Redeployment(4)



She said, “Isn’t it good to be home?”

Her voice was shaky, like she wasn’t sure of the answer. And I said, “Yeah, yeah, it is.” And she kissed me hard. I grabbed her in my arms and lifted her up and carried her to the bedroom. I put a big grin on my face, but it didn’t help. She looked a bit scared of me, then. I guess all the wives were probably a little bit scared.

And that was my homecoming. It was fine, I guess. Getting back feels like your first breath after nearly drowning. Even if it hurts, it’s good.

I can’t complain. Cheryl handled it well. I saw Lance Corporal Curtis’s wife back in Jacksonville. She spent all his combat pay before he got back, and she was five months pregnant, which, for a Marine coming back from a seven-month deployment, is not pregnant enough.

Corporal Weissert’s wife wasn’t there at all when we got back. He laughed, said she probably got the time wrong, and O’Leary gave him a ride to his house. They get there and it’s empty. Not just of people, of everything: furniture, wall hangings, everything. Weissert looks at this shit and shakes his head, starts laughing. They went out, bought some whiskey, and got f*cked up right there in his empty house.

Weissert drank himself to sleep, and when he woke up, MacManigan was right next to him, sitting on the floor. And MacManigan, of all people, was the one who cleaned him up and got him into base on time for the classes they make you take about, Don’t kill yourself. Don’t beat your wife. And Weissert was like, “I can’t beat my wife. I don’t know where the f*ck she is.”

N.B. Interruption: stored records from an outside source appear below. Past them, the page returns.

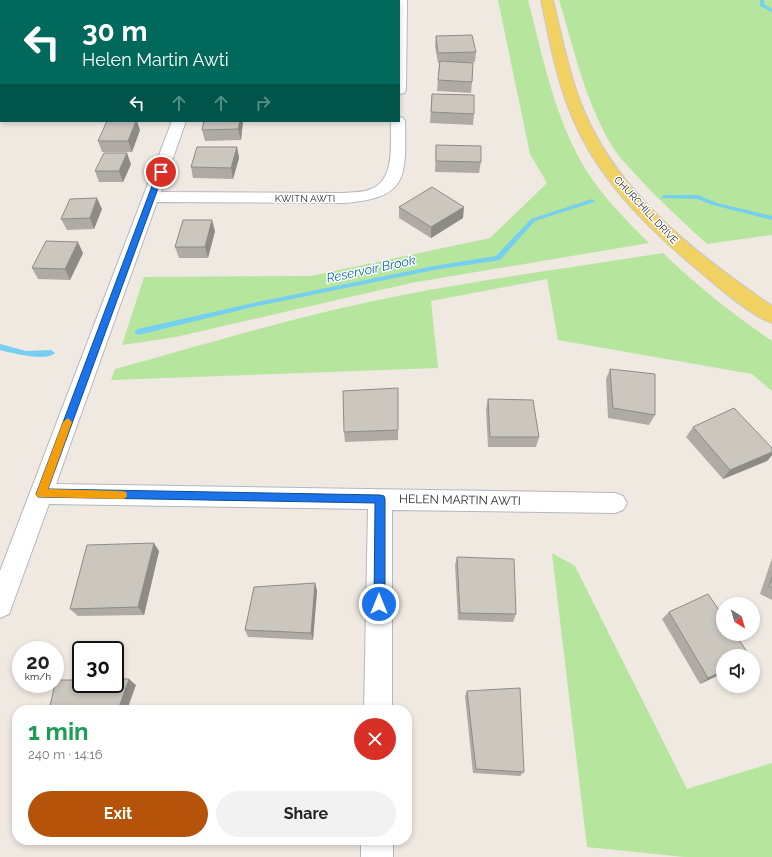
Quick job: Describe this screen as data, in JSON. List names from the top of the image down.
{
  "streets": {
    "main road": ["CHURCHILL DRIVE"],
    "street": ["KWITN AWTI", "HELEN MARTIN AWTI"]
  },
  "water": ["Reservoir Brook"],
  "north": "bottom right",
  "page": {
    "turn": ["30 m", "Helen Martin Awti"],
    "speed": "20 km/h",
    "limit": "30",
    "heading": ["1 min", "240 m · 14:16"],
    "buttons": ["Exit", "Share"]
  }
}
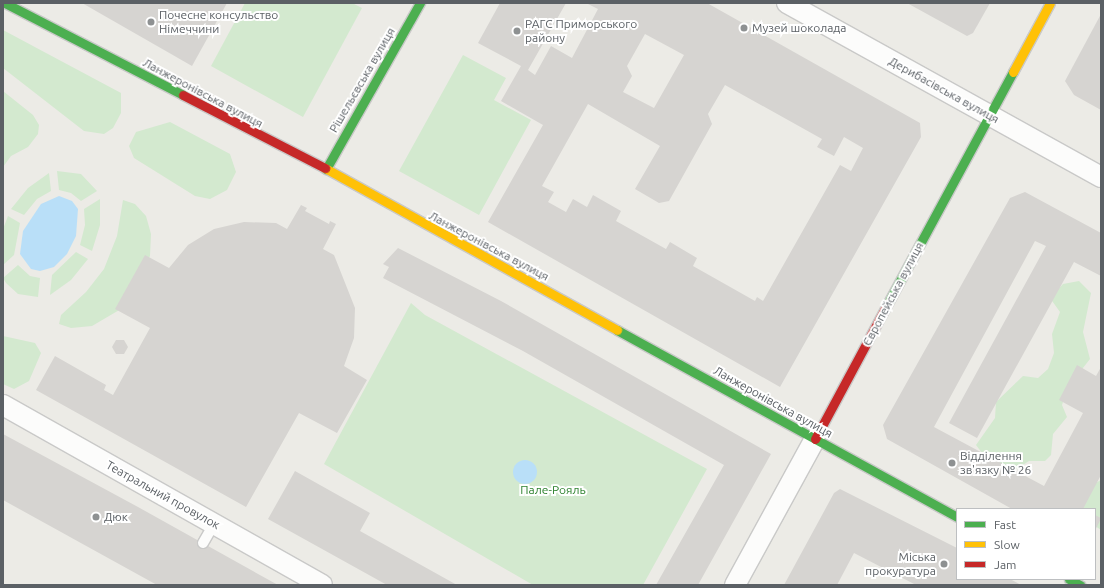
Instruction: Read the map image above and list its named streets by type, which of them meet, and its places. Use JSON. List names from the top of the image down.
{
  "streets": {
    "street": [
      "Рішельєвська вулиця",
      "Дерибасівська вулиця",
      "Ланжеронівська вулиця",
      "Європейська вулиця",
      "Театральний провулок"
    ]
  },
  "crossings": [
    ["Рішельєвська вулиця", "Ланжеронівська вулиця"],
    ["Дерибасівська вулиця", "Європейська вулиця"],
    ["Ланжеронівська вулиця", "Європейська вулиця"]
  ],
  "parks": ["Пале-Рояль"],
  "places": [
    "Почесне консульство Німеччини",
    "Музей шоколада",
    "РАГС Приморського району",
    "Відділення зв'язку № 26",
    "Дюк",
    "Міська прокуратура"
  ],
  "legend": ["Fast", "Slow", "Jam"]
}
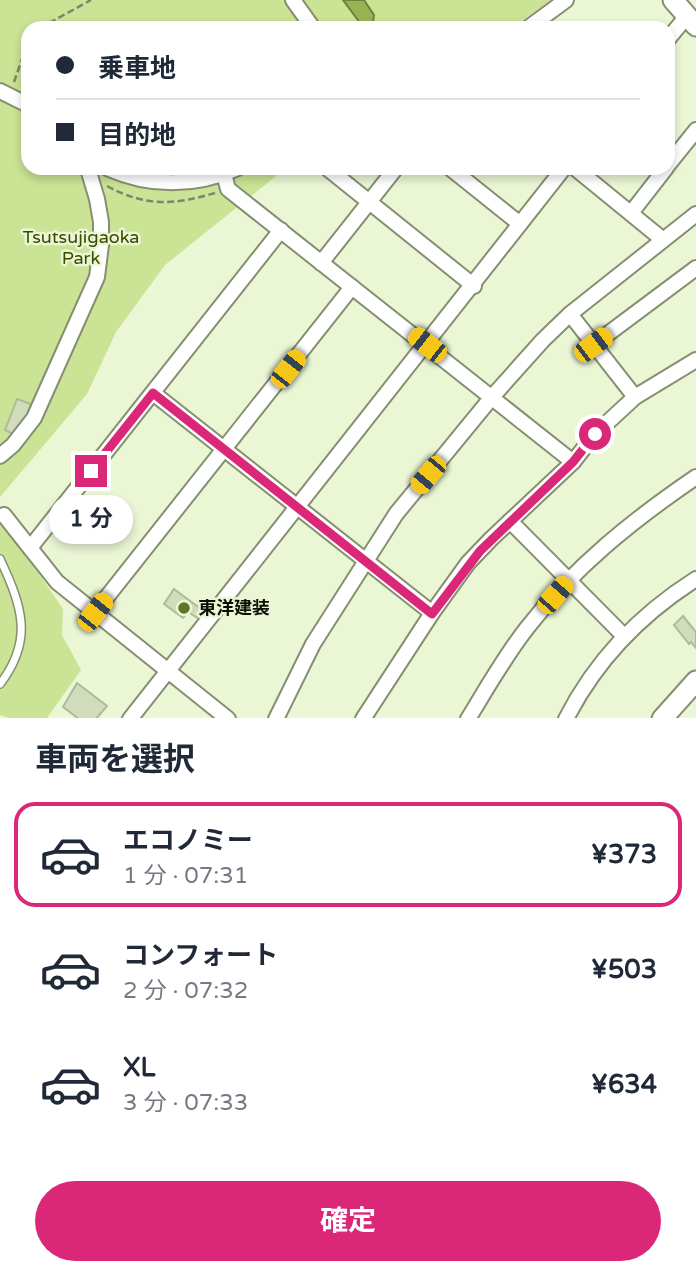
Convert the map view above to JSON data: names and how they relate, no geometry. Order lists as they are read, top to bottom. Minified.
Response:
{"parks":["Tsutsujigaoka Park"],"places":["東洋建装"],"page":{"banner":["乗車地","目的地"],"bubble":"1 分","heading":"車両を選択","list":[{"name":"エコノミー","note":"1 分 · 07:31","value":"¥373"},{"name":"コンフォート","note":"2 分 · 07:32","value":"¥503"},{"name":"XL","note":"3 分 · 07:33","value":"¥634"}],"buttons":"確定"}}
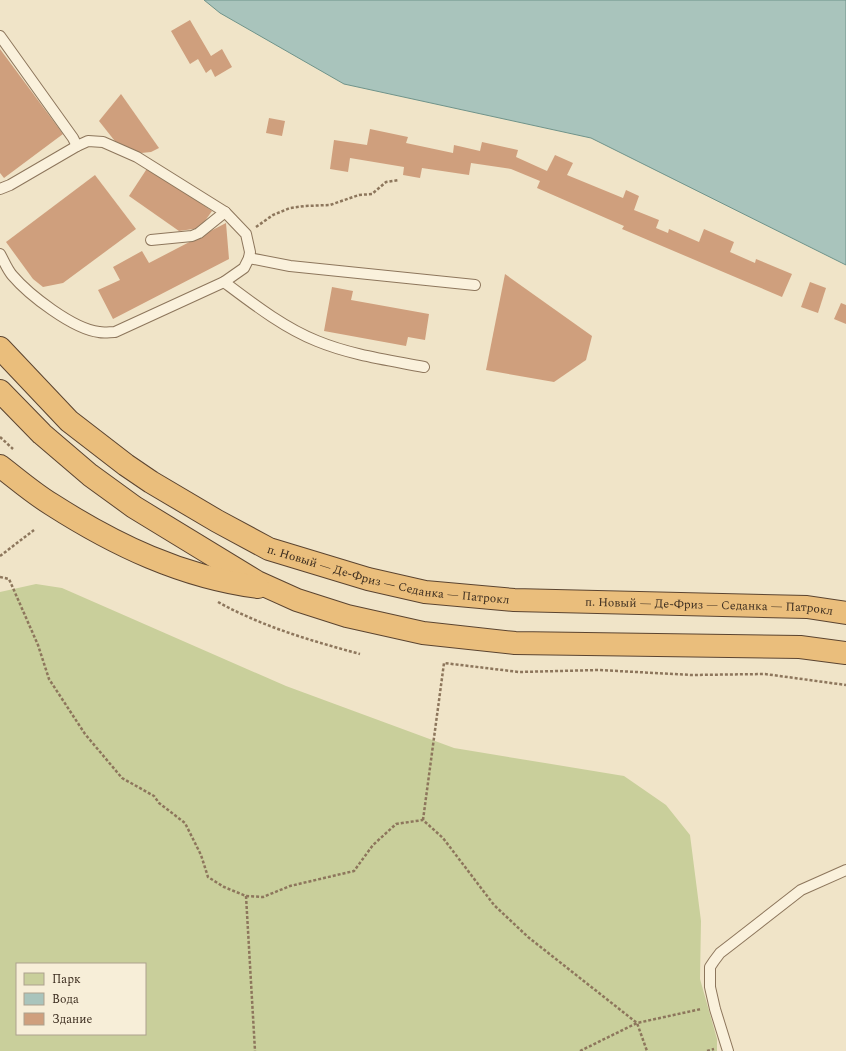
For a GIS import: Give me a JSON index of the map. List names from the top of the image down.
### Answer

That weekend they gave us a ninety-six, and I took on Weissert duty for Friday. He was in the middle of a three-day drunk, and hanging with him was a carnival freak show filled with whiskey and lap dances. Didn’t get home until four, after I dropped him off at Slaughter’s barracks room, and I woke Cheryl coming in. She didn’t say a word. I figured she’d be mad, and she looked it, but when I got in bed she rolled over to me and gave me a little hug, even though I was stinking of booze.

Slaughter passed Weissert to Addis, Addis passed him to Greeley, and so on. We had somebody with him the whole weekend until we were sure he was good.

When I wasn’t with Weissert and the rest of the squad, I sat on the couch with Vicar, watching the baseball games Cheryl’d taped for me. Sometimes Cheryl and I talked about her seven months, about the wives left behind, about her family, her job, her boss. Sometimes she’d ask little questions. Sometimes I’d answer. And glad as I was to be in the States, and even though I hated the past seven months and the only thing that kept me going was the Marines I served with and the thought of coming home, I started feeling like I wanted to go back. Because f*ck all this.

The next week at work was all half days and bullshit. Medical appointments to deal with injuries guys had been hiding or sucking up. Dental appointments. Admin. And every evening, me and Vicar watching TV on the couch, waiting for Cheryl to get back from her shift at Texas Roadhouse.

Vicar’d sleep with his head in my lap, waking up whenever I’d reach down to feed him bits of salami. The vet told Cheryl that’s bad for him, but he deserved something good. Half the time when I pet him, I’d rub up against one of his tumors, and that had to hurt. It looked like it hurt him to do everything, wag his tail, eat his chow. Walk. Sit. And when he’d vomit, which was every other day, he’d hack like he was choking, revving up for a good twenty seconds before anything came out. It was the noise that bothered me. I didn’t mind cleaning the carpet.

And then Cheryl’d come home and look at us and shake her head and smile and say, “Well, you’re a sorry bunch.”

I wanted Vicar around, but I couldn’t bear to look at him. I guess that’s why I let Cheryl drag me out of the house that weekend. We took my combat pay and did a lot of shopping. Which is how America fights back against the terrorists.

So here’s an experience. Your wife takes you shopping in Wilmington. Last time you walked down a city street, your Marine on point went down the side of the road, checking ahead and scanning the roofs across from him. The Marine behind him checks the windows on the top levels of the buildings, the Marine behind him gets the windows a little lower, and so on down until your guys have the street level covered, and the Marine in back has the rear. In a city there’s a million places they can kill you from. It freaks you out at first. But you go through like you were trained, and it works.

In Wilmington, you don’t have a squad, you don’t have a battle buddy, you don’t even have a weapon. You startle ten times checking for it and it’s not there. You’re safe, so your alertness should be at white, but it’s not.